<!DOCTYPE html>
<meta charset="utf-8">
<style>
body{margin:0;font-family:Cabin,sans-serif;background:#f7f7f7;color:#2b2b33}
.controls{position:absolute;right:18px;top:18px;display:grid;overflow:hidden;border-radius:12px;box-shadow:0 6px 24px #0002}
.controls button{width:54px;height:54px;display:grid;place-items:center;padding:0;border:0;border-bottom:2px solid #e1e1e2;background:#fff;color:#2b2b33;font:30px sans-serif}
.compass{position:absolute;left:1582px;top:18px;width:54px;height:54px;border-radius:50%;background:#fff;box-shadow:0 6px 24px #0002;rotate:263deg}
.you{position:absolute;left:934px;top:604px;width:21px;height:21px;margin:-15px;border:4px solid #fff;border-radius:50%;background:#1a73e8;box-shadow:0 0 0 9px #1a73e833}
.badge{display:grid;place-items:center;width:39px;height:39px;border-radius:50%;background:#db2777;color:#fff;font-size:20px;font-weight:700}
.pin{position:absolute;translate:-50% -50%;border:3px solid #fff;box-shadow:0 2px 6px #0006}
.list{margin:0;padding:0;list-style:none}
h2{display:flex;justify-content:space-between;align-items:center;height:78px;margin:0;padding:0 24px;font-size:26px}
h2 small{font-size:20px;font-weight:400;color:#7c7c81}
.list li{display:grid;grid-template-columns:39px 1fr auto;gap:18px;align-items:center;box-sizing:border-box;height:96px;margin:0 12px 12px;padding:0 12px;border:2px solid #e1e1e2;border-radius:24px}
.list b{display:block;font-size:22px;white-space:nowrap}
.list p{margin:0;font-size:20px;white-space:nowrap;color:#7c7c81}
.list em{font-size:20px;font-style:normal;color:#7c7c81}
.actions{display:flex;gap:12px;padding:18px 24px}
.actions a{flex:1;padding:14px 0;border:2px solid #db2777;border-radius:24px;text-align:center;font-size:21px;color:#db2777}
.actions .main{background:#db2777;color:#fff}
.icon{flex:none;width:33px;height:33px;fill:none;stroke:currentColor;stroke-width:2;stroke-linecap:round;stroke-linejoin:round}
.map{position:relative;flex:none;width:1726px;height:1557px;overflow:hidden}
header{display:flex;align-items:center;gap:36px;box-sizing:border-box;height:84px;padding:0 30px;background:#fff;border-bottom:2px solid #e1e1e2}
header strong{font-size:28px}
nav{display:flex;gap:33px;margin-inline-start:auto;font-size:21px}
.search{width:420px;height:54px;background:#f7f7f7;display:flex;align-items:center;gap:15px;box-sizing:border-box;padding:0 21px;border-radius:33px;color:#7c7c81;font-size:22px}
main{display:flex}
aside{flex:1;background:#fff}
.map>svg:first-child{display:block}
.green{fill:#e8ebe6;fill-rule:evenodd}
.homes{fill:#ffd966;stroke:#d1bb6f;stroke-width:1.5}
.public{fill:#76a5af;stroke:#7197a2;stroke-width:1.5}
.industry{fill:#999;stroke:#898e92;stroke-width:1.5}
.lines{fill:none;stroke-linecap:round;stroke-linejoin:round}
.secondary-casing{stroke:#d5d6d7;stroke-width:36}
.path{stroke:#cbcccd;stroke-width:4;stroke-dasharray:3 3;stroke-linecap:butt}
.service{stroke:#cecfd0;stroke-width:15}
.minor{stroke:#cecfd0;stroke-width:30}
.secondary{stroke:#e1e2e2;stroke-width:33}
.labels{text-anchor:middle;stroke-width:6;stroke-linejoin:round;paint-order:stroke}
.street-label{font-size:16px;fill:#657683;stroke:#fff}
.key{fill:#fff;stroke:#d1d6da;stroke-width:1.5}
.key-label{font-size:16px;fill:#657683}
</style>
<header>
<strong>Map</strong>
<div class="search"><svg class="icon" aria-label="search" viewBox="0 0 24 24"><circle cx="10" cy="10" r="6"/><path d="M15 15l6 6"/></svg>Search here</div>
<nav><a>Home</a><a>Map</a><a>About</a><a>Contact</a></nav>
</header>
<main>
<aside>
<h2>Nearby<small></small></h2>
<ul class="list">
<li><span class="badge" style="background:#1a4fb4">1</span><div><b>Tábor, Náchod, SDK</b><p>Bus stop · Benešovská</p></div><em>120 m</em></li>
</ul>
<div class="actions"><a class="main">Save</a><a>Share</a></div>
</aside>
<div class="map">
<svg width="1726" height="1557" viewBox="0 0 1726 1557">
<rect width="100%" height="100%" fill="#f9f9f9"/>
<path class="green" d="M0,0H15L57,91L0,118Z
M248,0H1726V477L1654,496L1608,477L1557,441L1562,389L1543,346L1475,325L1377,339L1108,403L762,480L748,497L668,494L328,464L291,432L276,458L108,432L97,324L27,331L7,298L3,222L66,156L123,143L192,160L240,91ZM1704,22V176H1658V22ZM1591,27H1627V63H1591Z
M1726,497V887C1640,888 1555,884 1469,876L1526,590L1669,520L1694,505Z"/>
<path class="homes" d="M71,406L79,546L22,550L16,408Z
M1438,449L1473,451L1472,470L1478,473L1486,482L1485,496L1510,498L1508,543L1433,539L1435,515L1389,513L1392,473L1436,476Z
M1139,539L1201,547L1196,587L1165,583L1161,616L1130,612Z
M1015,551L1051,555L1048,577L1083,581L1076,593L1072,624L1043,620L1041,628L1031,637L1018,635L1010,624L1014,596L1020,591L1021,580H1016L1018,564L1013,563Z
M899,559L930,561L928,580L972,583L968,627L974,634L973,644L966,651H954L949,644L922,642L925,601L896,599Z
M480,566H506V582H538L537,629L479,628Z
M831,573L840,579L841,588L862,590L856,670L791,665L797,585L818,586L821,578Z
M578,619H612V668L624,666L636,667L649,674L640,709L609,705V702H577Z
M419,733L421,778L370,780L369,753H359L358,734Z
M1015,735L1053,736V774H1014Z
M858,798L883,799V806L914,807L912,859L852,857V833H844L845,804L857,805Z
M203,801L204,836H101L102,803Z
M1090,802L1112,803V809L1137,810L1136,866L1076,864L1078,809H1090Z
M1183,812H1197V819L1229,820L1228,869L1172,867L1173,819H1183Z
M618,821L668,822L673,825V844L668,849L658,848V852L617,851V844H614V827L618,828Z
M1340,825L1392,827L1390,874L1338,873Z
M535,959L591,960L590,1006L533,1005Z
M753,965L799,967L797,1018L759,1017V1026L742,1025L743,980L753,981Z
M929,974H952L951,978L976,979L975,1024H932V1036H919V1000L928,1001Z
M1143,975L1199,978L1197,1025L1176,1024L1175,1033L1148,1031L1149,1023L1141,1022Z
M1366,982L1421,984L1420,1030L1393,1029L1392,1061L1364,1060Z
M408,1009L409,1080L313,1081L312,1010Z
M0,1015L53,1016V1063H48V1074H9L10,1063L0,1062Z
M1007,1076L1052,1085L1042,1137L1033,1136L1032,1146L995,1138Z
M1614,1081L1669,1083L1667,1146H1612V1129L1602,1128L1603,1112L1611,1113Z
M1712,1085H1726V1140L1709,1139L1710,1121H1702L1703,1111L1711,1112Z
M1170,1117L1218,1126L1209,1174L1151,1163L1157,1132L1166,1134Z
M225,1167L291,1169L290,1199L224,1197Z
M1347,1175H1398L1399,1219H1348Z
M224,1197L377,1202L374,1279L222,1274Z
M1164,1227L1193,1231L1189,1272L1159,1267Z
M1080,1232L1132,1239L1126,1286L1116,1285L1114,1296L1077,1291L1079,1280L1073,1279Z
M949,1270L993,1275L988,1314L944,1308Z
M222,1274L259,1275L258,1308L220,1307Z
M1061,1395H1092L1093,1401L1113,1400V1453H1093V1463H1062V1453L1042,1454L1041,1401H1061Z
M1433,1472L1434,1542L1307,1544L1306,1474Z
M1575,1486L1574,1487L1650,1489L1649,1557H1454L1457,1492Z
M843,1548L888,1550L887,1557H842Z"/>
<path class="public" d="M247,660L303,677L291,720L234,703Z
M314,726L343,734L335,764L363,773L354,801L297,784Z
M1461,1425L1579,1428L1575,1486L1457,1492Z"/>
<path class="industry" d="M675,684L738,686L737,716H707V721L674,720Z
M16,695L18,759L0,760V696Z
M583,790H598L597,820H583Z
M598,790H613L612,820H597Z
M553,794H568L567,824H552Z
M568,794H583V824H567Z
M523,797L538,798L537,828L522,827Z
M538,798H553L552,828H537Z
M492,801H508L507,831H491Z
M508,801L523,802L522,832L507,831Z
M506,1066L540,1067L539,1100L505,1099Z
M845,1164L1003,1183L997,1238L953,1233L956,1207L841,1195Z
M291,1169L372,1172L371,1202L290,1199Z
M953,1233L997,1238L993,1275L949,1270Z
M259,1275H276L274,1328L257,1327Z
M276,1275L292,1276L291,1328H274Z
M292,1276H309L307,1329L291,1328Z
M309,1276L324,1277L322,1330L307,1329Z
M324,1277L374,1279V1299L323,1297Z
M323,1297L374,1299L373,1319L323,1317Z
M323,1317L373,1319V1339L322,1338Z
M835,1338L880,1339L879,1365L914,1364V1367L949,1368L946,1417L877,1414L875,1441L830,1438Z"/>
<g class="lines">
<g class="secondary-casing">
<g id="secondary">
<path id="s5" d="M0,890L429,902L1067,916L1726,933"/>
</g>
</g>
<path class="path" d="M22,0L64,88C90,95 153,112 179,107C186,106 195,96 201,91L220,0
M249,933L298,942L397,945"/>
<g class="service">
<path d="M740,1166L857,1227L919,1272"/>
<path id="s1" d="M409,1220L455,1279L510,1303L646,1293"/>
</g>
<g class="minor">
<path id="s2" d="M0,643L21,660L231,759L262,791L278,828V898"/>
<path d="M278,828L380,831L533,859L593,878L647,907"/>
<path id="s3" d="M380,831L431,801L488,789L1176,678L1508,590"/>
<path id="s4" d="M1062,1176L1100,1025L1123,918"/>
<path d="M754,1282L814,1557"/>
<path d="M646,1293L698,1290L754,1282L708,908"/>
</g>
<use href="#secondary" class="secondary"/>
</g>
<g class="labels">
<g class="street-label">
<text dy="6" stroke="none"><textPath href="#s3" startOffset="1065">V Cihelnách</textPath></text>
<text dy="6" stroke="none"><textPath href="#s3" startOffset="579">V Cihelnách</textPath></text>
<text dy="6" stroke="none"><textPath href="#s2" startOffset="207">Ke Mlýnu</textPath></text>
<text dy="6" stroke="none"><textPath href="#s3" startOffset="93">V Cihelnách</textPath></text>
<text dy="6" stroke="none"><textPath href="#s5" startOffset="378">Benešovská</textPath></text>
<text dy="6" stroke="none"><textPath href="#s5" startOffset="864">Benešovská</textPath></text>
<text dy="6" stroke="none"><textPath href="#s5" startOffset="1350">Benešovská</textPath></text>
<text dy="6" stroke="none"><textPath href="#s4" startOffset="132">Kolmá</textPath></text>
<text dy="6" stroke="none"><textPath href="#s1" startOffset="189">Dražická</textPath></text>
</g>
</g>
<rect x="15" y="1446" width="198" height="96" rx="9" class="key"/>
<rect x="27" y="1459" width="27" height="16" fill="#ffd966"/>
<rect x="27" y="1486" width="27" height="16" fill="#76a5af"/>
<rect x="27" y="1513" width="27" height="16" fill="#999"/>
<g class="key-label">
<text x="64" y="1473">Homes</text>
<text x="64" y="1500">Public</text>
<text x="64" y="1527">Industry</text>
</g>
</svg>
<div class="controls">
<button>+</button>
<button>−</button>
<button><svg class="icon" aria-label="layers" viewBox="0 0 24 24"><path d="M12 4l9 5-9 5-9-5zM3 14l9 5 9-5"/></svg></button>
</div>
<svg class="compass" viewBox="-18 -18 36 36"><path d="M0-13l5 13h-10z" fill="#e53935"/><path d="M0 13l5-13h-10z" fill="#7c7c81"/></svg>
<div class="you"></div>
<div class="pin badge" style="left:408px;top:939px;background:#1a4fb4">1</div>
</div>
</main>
++++++
> Task brief:
Look over the material and return every line where the word "list" is found.

> Written answer:
.list{margin:0;padding:0;list-style:none}
.list li{display:grid;grid-template-columns:39px 1fr auto;gap:18px;align-items:center;box-sizing:border-box;height:96px;margin:0 12px 12px;padding:0 12px;border:2px solid #e1e1e2;border-radius:24px}
.list b{display:block;font-size:22px;white-space:nowrap}
.list p{margin:0;font-size:20px;white-space:nowrap;color:#7c7c81}
.list em{font-size:20px;font-style:normal;color:#7c7c81}
<ul class="list">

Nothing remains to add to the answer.